On the heels of the Canadian government’s announcement to power its buildings and operations with renewables by 2025, the government of Alberta is taking its own clean energy pledge by launching the Renewable Electricity Program.
Using a competitive bidding process administered by the Alberta Electric System Operator (AESO), the program will add 5 GW of renewable electricity capacity by 2030, according to a news release from the province’s government, which adds that the program will put Alberta on a path to achieve its target of 30% renewables by that time.

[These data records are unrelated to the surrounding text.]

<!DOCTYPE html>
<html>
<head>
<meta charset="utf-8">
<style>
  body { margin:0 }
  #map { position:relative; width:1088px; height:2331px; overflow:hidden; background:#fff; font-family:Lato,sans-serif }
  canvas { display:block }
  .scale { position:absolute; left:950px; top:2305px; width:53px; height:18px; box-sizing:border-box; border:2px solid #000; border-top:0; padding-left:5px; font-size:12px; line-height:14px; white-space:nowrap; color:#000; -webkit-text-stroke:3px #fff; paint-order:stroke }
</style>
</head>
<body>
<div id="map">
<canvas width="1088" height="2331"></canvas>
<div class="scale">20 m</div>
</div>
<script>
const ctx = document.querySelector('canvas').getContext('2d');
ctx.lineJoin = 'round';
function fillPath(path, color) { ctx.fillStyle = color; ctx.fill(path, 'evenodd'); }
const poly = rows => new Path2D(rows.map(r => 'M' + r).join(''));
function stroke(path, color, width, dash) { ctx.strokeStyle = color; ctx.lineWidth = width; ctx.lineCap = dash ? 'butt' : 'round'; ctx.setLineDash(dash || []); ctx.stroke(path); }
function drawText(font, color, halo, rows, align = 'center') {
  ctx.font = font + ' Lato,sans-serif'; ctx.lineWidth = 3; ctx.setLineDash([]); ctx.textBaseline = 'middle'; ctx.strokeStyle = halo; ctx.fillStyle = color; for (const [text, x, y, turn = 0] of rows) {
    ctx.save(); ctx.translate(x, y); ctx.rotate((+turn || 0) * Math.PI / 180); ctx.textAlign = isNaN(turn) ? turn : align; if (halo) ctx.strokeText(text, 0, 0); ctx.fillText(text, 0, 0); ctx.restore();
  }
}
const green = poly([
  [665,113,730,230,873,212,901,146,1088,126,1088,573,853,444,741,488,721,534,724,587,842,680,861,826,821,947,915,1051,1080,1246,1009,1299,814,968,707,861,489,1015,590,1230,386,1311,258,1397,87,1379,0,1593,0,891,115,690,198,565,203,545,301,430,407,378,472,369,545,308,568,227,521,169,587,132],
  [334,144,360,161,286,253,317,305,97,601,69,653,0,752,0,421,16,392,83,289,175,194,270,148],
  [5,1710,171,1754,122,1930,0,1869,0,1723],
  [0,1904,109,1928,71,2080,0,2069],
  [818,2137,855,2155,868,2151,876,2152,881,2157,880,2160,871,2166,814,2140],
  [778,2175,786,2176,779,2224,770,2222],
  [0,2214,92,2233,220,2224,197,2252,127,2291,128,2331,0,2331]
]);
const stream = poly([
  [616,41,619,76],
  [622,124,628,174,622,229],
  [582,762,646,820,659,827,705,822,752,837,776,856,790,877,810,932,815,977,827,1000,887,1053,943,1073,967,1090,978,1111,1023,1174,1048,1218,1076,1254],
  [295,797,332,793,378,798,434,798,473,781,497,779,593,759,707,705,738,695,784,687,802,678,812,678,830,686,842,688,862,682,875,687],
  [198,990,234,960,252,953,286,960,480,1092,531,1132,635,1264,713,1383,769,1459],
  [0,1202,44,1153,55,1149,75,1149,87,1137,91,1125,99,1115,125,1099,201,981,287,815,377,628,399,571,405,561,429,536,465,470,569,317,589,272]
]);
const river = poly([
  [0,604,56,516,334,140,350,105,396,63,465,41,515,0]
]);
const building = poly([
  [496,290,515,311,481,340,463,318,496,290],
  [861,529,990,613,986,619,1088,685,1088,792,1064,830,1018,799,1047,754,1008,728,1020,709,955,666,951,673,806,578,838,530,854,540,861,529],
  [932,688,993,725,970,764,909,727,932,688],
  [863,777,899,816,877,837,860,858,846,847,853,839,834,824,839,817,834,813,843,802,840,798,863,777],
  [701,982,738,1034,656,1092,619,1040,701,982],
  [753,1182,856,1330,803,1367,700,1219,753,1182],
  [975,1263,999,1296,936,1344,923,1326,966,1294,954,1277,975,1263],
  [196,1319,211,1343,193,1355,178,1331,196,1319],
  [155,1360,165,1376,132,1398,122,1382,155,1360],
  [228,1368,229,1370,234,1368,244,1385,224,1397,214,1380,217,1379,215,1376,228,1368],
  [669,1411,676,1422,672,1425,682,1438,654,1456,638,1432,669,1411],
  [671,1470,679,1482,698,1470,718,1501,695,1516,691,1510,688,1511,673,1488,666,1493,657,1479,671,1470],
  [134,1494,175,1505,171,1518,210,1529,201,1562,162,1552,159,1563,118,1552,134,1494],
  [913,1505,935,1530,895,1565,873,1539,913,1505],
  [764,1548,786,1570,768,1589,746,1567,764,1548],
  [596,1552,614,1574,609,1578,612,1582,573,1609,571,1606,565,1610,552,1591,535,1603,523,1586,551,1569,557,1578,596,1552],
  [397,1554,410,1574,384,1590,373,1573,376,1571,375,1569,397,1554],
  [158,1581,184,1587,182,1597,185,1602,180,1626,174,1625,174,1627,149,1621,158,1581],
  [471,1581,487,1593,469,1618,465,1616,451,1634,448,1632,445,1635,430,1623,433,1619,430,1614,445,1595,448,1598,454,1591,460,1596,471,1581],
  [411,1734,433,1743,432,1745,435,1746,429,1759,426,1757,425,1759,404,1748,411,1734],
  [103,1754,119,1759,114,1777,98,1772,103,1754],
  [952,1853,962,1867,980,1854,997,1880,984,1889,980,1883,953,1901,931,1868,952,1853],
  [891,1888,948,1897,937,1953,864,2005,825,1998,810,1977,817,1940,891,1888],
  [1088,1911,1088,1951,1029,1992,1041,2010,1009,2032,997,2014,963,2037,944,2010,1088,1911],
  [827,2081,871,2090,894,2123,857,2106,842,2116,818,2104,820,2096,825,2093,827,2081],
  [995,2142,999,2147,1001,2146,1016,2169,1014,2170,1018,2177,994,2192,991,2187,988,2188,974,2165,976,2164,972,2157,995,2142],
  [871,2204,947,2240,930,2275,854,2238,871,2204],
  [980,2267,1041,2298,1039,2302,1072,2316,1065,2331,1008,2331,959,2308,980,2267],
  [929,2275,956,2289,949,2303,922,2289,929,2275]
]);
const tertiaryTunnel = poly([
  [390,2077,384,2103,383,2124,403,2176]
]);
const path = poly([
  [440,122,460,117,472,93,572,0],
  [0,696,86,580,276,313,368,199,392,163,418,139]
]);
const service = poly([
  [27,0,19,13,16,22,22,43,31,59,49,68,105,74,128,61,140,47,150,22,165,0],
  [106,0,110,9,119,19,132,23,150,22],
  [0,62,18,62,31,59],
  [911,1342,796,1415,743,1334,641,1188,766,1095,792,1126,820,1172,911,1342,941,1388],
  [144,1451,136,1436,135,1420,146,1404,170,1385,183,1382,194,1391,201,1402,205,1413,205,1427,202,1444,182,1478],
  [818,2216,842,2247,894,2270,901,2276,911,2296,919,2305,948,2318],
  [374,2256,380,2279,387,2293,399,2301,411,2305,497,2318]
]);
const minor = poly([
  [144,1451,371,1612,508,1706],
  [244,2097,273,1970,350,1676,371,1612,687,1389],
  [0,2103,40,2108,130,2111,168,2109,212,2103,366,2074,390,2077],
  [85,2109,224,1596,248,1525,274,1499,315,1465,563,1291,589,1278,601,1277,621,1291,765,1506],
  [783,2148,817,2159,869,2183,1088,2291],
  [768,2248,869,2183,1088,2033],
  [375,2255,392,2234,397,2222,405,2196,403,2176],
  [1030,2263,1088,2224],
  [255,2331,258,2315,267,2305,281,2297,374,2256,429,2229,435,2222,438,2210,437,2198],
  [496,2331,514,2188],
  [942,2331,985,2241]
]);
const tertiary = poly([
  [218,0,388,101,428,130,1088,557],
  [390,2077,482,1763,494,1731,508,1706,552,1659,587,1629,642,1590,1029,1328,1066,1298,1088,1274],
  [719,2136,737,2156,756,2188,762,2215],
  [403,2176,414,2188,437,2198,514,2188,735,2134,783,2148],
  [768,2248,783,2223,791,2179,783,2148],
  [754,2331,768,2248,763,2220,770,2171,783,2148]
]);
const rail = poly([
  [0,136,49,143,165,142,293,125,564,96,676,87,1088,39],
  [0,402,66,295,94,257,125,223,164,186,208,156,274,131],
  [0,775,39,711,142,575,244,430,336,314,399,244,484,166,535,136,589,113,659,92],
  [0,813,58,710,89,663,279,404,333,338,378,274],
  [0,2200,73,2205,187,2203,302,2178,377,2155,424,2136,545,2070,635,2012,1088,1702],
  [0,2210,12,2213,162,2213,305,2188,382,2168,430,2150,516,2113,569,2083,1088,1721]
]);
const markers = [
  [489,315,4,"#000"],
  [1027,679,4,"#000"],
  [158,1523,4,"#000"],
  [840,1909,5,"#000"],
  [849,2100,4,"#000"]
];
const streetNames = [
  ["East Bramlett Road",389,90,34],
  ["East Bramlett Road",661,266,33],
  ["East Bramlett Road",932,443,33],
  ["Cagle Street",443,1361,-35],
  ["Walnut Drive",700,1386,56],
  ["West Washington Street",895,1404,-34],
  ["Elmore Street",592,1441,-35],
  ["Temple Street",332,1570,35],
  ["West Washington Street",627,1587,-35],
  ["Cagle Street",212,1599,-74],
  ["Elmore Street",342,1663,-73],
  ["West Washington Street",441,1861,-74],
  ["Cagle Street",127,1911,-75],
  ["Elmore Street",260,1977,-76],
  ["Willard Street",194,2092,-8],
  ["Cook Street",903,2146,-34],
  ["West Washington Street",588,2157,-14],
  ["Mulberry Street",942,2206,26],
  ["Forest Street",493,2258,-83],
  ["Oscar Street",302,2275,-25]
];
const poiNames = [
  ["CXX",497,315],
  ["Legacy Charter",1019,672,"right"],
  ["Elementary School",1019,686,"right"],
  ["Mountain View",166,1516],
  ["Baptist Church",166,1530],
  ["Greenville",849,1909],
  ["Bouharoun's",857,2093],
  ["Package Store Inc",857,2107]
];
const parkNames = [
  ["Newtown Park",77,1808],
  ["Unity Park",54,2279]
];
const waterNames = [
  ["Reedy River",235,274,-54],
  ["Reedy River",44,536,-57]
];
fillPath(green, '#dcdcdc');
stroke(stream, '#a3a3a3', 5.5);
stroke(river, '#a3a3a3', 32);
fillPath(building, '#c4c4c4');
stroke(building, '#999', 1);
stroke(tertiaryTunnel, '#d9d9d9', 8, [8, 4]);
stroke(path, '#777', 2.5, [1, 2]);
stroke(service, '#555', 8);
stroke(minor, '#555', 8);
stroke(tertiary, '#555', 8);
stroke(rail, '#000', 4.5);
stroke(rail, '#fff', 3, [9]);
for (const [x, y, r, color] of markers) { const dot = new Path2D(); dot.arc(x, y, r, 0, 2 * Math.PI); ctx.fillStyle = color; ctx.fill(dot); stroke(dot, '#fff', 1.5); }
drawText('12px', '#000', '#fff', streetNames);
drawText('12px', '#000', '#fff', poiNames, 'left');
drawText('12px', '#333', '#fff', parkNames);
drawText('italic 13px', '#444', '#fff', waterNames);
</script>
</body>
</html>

Yesterday, Shannon Phillips, Alberta’s minister of environment and parks and the minister responsible for the climate change office, spoke on the program at the Canadian Wind Energy Association’s (CanWEA) tradeshow in Calgary. Phillips said the province will be proceeding with a procurement of an initial 400 MW of renewables as a first step toward meeting the 30% by 2030 target. In addition, she said, the government will set clear timelines for further developing renewables in the province.

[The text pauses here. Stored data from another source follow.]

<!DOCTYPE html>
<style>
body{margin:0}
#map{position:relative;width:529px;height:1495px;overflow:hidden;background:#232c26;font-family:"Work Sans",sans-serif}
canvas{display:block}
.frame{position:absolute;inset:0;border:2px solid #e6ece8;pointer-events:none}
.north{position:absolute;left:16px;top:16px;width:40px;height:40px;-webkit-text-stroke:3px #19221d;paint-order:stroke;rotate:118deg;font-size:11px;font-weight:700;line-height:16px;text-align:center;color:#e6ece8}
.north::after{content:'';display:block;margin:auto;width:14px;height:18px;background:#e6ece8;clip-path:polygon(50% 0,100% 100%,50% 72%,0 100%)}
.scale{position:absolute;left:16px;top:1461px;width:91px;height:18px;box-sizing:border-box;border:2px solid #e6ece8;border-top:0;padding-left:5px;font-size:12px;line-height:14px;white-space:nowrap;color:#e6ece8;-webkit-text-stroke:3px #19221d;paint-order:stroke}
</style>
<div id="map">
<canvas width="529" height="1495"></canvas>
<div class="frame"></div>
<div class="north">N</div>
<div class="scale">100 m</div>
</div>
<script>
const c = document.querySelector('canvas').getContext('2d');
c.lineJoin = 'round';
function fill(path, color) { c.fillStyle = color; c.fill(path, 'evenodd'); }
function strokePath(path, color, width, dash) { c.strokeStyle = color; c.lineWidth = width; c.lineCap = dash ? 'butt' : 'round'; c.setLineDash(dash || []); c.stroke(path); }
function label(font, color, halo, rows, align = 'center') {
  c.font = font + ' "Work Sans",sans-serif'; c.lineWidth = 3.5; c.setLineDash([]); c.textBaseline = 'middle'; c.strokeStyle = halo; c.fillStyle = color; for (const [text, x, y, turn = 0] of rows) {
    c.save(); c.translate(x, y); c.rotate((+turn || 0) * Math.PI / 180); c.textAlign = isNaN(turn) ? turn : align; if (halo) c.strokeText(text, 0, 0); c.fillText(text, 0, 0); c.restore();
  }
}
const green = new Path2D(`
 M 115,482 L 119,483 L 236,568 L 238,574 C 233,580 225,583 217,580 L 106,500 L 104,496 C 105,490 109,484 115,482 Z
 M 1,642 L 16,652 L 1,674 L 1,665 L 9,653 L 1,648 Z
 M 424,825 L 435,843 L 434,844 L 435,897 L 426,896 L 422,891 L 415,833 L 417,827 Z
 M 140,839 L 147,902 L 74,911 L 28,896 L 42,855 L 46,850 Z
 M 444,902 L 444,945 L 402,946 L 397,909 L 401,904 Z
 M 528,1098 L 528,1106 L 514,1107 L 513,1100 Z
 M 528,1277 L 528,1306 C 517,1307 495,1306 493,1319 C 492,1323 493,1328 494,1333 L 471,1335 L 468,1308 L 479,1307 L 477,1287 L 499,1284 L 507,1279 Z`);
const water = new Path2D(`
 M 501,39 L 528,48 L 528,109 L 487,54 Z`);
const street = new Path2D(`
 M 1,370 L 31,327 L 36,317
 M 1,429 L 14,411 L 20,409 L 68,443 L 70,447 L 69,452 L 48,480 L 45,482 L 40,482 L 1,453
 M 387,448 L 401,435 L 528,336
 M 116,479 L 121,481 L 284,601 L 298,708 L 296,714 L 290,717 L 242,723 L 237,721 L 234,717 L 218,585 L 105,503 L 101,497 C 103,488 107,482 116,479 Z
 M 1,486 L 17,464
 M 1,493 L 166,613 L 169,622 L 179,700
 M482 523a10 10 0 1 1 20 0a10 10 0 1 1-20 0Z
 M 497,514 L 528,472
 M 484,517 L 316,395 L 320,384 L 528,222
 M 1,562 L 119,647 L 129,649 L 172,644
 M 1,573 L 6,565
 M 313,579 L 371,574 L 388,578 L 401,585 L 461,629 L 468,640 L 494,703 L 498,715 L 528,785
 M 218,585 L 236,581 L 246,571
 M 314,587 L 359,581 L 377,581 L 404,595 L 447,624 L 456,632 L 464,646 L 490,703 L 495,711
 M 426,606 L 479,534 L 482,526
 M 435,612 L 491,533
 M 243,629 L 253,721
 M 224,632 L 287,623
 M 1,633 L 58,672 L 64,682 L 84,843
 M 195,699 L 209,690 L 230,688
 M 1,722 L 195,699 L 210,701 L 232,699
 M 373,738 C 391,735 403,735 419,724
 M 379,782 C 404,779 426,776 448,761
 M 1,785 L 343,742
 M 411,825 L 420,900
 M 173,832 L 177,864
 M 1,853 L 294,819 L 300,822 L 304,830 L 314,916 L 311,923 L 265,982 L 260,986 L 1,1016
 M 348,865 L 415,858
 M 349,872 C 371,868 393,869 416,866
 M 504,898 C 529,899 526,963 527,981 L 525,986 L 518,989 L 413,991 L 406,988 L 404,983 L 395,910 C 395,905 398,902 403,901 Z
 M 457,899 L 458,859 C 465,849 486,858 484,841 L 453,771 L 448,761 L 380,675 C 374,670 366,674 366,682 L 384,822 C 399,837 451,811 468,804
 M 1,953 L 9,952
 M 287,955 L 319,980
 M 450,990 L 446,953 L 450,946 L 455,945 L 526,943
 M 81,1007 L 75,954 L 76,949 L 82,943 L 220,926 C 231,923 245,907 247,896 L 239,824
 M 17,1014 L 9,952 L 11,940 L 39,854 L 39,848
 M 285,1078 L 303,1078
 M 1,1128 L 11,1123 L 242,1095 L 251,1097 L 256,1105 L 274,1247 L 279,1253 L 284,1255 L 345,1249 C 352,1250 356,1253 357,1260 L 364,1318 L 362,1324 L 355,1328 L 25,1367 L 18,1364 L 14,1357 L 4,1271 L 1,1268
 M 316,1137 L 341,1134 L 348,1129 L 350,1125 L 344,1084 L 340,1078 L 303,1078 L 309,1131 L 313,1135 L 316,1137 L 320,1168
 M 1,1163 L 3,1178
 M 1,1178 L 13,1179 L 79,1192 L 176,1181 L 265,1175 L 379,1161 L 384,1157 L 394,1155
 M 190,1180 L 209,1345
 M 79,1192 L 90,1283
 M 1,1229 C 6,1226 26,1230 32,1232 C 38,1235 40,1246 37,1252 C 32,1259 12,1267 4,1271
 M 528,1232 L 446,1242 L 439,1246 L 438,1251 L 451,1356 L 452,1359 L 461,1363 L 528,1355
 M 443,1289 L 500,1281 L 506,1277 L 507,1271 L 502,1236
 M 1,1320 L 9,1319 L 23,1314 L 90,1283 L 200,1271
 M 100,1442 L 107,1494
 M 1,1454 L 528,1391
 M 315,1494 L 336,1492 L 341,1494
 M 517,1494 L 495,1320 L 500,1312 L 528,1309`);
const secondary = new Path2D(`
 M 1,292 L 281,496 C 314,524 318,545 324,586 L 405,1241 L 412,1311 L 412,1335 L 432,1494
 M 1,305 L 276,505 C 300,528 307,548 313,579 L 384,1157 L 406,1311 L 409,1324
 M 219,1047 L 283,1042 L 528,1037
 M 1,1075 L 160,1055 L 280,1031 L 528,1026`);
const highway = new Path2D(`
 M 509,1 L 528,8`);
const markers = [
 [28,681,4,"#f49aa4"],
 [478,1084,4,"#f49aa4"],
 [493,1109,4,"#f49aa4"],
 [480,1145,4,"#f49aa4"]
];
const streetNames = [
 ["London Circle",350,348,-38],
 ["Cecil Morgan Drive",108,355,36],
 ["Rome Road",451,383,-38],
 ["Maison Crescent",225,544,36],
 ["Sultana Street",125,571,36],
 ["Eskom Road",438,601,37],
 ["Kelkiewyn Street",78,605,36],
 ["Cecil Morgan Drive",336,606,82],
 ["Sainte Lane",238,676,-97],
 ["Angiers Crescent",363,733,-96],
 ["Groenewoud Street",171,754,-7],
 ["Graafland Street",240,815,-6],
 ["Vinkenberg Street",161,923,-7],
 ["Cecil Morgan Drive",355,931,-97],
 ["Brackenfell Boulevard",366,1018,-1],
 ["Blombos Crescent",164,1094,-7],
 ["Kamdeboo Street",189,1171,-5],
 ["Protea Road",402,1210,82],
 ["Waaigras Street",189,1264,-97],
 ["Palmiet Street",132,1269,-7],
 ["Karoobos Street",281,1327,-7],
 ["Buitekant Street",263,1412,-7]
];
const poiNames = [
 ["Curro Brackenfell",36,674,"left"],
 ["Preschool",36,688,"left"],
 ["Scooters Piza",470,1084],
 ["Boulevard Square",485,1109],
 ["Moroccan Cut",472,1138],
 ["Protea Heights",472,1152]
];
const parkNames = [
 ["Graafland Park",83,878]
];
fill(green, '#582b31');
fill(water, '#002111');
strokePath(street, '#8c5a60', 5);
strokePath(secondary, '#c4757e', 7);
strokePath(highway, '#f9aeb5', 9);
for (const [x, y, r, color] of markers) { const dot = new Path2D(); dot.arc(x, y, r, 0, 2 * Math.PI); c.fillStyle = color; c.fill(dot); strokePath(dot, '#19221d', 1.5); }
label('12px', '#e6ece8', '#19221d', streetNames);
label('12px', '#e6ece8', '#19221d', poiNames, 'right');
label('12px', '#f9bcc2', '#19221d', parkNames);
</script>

“This program is built on the recommendations from the AESO, who studied jurisdictions around the world to come up with the best possible program design in the interests of Albertans,” said Phillips. “This process will be competitive and transparent and will provide renewable electricity we need at the lowest possible price. The program will also complement the coal phase-out to ensure system reliability is maintained at all times.”
The government will also soon introduce the Renewable Electricity Act, which will reinforce Alberta’s commitment to the 30%-by-2030 target and provide the legislative framework for the Renewable Electricity Program.
The government’s release says the successful projects will be privately funded and will result in new investments of at least C$10.5 billion into the Alberta economy by 2030. In addition, the government expects 7,200 jobs to be created for Albertans.
Starting Nov. 10, the AESO will gather feedback from industry on draft commercial terms before the first competition takes place in 2017. Successful projects will be financially supported by reinvesting a portion of carbon revenues from large industrial emitters. In addition, safeguards will be in place to ensure that the process is fair and transparent, adds the Albertan government.
“As the AESO built our recommendations for government, we were keenly aware of ensuring that competitive outcomes drive the best result for the province,” commented David Erickson, president and CEO of the AESO. “Reaching 5,000 MW of new renewable generation is a complex task, but we are confident we can reliably integrate this much renewable energy into the electricity system in a cost-effective manner by accessing the benefits of robust competition.”
“Our members are excited for the opportunity to work in renewable energy,” added Robert Hornung, president of CanWEA. “The province’s plan is an excellent way to create jobs for the province while diversifying the economy of Alberta. We have over 1,200 members that are trained and ready to work in the renewable energy industry.”